Aufbau Literaturkalender: Ein Klassiker im Wandel

52 Wochenblätter aus dem Aufbau Verlag, Prinzenstraße 85 in 10969 Berlin, herausgegeben von Thomas Böhm und Catrin Polojachtof, 24 € 

Diesen literarischen Wegbegleiter durchs Jahr habe ich seit Jahrzehnten über dem Schreibtisch hängen (oder in der Nähe). Es gibt ihn seit 1966, da war ich noch kein Kritiker, sondern ein lausiger Gymnasiast mit Schwierigkeiten in Mathe und Griechisch in Bonn. Die jetzige Ausgabe ist also der Jahrgang 59. Das Interesse für DDR-Literatur, geweckt durch ein Germanistik-Studium, intensivierte sich durch die Heirat mit einer Magdeburgerin, deren Schulfreund aus Wendgräben, Verwandtschaftsbesuche und Urlaubsreisen. Beliebte Geschenke waren damals mangels Alternativen Spreewaldgurken, weihnachtliche Lichterdeko aus dem Erzgebirge - und Bücher. Am Ende eines jeden DDR-Besuchs stand der Besuch einer großen Buchhandlung, denn für uns gab es mit Ostmark nichts Besseres zu kaufen als Bücher. Vielleicht bin ich schon auf diese Weise als frisch verheirateter Journalist zu meinem ersten Aufbau Literaturkalender gekommen. Endgültig brachen jedoch goldene Zeiten für mich als literarischen Mauerspecht an, als sich die ersten Redakteure bei Zeitungen und Hörfunk für meine Quellen interessierten. Die meisten dieser Redakteure kannten die aktuell wichtigen DDR-Autoren und Neuerscheinungen nicht und hatten keine Zeit für die Pflege entsprechender Kontakte. Nun konnte ich einfach um regelmäßige Verlagsprospekte bitten und und bestellen, was mich interessierte. Spätestens damals, Anfang der achtziger Jahre, muss mir der erste Aufbau-Literaturkalender in die Hände gefallen sein.
Die selbstgestellte Aufgabe damals und heute, zum 80. Geburtstag des Verlages: "Dichterinnen und Dichter aus allen Zeiten und Himmelsrichtungen sollen Woche für Woche altbekannte Begleiter oder Überraschungsgäste sein, Jubilare mit ihren runden Geburts- und Sterbetagen werden bedacht, dazu gibt es Bilder aus ungewöhnlicher Sicht, biographische Ergänzungen und in den Zeitläuften längst gedachte Gedanken von brennender Aktualität. Das ständig aktualisierte Verzeichnis der Geburts- und Sterbedaten enthält über 5.000 Einträge". Stimmt alles, auch wenn ich da und dort einen Tropfen Wasser in den süßen Wein der Selbstbeweihräucherung gießen möchte. 
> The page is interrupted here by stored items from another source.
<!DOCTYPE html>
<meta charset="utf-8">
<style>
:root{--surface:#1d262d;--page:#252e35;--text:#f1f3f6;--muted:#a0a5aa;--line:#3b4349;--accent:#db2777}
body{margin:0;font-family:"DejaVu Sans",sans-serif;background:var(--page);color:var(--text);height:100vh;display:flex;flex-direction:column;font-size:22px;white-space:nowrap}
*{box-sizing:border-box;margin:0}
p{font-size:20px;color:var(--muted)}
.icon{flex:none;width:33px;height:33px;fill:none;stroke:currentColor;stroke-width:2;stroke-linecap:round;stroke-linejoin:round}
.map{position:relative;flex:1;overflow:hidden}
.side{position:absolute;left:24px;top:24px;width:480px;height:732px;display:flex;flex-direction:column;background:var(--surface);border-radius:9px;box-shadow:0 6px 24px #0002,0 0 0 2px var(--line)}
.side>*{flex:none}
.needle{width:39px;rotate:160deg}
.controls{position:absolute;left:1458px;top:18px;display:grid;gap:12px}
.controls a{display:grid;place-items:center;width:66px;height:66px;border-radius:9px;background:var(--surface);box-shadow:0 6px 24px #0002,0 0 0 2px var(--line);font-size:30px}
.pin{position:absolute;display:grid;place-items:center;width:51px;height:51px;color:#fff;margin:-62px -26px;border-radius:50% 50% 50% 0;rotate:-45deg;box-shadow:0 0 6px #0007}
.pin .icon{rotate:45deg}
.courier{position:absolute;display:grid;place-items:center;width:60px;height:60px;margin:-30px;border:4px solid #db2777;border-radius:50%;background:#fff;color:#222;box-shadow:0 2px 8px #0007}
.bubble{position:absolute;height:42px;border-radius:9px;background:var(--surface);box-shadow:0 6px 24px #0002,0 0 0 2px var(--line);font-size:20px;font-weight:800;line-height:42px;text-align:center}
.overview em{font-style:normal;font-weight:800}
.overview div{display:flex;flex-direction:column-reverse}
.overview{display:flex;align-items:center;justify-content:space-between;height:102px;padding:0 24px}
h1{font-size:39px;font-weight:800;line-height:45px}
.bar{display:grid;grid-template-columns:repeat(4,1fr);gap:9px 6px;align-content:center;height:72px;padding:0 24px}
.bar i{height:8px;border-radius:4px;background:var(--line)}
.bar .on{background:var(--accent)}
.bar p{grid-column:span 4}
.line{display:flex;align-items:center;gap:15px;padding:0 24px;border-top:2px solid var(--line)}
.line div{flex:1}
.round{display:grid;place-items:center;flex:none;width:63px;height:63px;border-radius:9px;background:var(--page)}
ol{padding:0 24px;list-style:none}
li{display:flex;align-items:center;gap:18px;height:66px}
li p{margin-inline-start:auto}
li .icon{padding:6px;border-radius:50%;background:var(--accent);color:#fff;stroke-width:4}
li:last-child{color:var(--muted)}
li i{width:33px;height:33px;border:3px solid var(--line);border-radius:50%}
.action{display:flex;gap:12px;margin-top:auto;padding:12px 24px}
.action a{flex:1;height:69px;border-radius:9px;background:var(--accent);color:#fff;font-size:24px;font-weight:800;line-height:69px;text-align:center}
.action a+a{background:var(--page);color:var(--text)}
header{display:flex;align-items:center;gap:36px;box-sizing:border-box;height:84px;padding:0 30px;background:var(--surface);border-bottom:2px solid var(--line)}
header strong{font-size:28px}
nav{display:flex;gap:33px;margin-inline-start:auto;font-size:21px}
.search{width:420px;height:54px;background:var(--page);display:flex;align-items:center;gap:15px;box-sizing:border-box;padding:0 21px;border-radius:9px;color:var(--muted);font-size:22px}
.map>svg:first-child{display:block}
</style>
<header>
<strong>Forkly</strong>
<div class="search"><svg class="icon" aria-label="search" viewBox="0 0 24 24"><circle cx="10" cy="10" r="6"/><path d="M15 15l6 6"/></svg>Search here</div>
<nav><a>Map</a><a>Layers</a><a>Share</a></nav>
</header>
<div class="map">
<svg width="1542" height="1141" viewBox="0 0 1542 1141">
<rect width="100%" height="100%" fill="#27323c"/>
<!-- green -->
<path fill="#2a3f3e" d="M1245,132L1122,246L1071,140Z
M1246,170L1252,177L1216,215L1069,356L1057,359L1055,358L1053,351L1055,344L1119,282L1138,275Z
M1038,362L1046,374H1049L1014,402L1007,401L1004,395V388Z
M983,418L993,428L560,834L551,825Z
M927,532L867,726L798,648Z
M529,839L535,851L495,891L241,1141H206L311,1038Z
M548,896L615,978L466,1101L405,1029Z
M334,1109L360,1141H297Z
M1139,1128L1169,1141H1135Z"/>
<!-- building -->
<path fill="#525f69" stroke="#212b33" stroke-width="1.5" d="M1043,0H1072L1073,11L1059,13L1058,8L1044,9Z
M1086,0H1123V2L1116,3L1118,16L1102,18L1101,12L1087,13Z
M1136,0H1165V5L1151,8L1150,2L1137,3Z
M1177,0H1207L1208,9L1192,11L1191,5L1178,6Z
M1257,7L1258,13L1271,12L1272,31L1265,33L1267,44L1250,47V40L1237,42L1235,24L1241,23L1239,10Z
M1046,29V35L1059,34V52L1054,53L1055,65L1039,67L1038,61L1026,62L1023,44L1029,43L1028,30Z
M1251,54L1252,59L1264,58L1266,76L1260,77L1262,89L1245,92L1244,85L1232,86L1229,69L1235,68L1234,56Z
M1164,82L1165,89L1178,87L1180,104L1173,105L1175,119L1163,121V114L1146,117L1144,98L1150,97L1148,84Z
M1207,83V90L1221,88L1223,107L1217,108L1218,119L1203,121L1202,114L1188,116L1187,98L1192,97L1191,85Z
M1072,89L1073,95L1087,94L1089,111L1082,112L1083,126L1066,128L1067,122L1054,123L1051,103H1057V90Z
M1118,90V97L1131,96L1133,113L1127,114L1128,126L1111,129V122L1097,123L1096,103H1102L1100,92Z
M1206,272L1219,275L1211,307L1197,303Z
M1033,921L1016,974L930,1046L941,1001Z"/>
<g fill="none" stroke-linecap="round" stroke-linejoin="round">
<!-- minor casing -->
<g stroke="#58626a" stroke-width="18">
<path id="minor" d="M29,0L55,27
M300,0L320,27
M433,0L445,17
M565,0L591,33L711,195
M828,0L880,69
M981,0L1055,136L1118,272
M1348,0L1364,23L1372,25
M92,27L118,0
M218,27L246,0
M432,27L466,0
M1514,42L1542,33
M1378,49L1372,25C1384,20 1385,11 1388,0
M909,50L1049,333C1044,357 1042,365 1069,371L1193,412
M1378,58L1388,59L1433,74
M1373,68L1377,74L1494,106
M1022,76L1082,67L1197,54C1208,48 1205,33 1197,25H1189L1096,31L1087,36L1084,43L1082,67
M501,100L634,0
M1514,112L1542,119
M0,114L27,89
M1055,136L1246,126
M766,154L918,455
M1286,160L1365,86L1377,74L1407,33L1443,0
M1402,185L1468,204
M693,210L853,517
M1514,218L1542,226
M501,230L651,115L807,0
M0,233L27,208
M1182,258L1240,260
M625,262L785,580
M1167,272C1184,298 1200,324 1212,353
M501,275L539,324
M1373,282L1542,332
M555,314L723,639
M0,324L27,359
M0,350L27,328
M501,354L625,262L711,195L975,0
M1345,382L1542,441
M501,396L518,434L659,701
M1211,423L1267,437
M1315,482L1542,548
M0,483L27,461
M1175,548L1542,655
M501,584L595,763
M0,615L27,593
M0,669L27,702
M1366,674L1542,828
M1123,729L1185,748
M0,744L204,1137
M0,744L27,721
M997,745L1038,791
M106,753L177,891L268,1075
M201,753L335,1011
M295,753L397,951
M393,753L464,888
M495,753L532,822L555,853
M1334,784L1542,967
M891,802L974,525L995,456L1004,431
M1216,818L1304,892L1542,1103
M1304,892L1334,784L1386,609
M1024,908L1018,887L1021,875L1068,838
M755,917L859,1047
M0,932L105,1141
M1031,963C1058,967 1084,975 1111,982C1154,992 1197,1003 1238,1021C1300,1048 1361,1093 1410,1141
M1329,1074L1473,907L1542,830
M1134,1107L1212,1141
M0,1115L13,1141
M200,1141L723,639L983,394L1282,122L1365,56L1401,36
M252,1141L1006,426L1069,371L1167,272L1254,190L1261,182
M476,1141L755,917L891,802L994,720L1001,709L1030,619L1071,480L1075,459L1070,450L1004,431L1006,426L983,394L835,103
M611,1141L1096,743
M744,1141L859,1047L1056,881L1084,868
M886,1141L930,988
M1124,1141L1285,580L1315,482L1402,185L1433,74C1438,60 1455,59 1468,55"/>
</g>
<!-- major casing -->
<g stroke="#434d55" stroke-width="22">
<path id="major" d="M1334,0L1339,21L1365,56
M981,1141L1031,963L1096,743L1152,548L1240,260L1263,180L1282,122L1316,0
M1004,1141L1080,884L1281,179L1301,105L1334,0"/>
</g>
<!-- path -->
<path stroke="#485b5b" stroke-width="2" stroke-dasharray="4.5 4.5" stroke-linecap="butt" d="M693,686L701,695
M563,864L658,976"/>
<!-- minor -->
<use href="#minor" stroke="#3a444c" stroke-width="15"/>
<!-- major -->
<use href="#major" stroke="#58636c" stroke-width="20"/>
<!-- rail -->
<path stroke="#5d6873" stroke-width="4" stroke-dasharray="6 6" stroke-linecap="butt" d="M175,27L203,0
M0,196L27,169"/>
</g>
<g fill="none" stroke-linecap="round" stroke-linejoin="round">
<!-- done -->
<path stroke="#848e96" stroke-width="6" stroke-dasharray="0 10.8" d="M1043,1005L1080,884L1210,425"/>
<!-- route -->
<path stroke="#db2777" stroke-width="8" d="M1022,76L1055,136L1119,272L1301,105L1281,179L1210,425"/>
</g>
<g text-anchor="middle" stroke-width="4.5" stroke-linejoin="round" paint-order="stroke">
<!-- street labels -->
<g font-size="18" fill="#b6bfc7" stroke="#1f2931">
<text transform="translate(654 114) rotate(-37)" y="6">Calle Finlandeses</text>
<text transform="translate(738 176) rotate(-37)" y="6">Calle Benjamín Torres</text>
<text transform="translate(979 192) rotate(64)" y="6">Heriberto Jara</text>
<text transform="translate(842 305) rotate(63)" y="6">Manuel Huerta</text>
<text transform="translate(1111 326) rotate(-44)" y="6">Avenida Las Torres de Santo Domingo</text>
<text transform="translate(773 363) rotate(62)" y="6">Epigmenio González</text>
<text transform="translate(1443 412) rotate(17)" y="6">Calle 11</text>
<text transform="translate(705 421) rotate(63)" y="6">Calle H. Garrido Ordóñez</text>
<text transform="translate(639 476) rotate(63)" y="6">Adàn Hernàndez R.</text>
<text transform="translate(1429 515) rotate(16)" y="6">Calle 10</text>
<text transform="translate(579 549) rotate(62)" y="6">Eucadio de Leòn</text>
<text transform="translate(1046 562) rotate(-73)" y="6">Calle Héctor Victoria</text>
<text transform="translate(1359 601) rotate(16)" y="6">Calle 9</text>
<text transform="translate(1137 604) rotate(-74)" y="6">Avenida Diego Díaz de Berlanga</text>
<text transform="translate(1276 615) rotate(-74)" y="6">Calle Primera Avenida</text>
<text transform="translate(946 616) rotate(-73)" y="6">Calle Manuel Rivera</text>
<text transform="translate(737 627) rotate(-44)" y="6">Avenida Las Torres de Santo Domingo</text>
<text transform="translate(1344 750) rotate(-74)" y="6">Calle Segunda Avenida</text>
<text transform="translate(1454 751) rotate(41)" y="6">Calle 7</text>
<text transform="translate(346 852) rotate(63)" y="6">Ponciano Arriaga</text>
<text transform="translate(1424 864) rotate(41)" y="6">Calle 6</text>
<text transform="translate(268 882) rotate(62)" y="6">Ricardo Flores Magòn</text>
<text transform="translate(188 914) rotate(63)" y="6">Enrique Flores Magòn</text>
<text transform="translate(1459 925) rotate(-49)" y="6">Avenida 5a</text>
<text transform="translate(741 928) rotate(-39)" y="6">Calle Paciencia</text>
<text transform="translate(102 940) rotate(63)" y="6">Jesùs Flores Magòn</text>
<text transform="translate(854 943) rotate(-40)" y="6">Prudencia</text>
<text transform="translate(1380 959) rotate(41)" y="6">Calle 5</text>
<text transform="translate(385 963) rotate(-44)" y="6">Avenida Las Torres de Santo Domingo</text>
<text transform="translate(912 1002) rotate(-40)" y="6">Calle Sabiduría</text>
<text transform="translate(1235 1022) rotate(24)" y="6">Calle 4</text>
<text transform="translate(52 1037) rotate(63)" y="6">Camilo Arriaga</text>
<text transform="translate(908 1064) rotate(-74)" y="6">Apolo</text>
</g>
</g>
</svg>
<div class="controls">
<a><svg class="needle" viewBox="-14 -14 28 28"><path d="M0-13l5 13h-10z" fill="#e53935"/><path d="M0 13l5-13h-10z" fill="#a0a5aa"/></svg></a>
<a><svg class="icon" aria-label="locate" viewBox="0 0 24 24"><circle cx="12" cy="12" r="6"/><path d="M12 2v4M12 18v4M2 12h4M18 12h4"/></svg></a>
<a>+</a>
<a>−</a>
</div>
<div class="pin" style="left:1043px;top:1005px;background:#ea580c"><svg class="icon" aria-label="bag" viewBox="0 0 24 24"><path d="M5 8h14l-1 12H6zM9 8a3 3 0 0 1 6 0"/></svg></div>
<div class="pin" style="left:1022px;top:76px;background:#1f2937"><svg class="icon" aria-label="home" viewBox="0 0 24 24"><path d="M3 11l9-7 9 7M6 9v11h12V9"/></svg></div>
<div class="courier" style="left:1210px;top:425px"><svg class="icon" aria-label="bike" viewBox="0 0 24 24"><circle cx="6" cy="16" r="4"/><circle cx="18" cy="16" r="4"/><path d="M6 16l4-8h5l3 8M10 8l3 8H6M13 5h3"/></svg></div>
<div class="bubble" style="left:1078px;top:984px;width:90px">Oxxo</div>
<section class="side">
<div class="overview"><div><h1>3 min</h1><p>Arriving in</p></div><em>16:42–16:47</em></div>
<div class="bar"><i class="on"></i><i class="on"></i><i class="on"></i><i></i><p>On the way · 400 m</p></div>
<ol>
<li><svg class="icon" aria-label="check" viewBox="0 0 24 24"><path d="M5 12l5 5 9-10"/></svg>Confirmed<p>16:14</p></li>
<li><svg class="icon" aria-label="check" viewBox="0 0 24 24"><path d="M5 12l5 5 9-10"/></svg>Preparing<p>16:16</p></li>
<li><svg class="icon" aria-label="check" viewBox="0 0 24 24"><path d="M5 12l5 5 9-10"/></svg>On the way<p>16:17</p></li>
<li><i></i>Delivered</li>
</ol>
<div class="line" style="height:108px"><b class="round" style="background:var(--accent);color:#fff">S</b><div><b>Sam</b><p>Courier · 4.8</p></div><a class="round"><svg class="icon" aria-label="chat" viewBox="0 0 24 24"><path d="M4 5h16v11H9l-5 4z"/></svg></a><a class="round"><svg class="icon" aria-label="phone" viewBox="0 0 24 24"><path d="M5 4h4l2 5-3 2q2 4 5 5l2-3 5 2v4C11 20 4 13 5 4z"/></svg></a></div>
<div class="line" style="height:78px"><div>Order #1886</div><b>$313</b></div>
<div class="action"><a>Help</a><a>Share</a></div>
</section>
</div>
Da ist vor allem die Systematik. Kann sein, dass mich die eigene Erinnerung täuscht, aber darin kommt der Aufbau Literaturkalender als Abreiß-Lexikon der literarischen Welt vor, in dem es zu jedem Autor, jeder Autorin eine Kürzest-Biographie gab (Geboren, gestorben, Geburtsort und -Land). Weiß der Henker, wann und warum diese (mir kostbare und für lebende Schriftsteller wichtige) Systematik aufgegeben wurde oder verloren gegangen ist. Völlig überflüssigerweise übrigens, denn bis heute kaufen die Leute den Kalender nicht als literarisches Kreuzworträtsel, sondern als Informationsquelle mit Unterhatungswert. Bei WIKIPEDIA finden sich im Zweifelsfall die vernachlässigten Daten sowieso. Warum also diese Schluderei?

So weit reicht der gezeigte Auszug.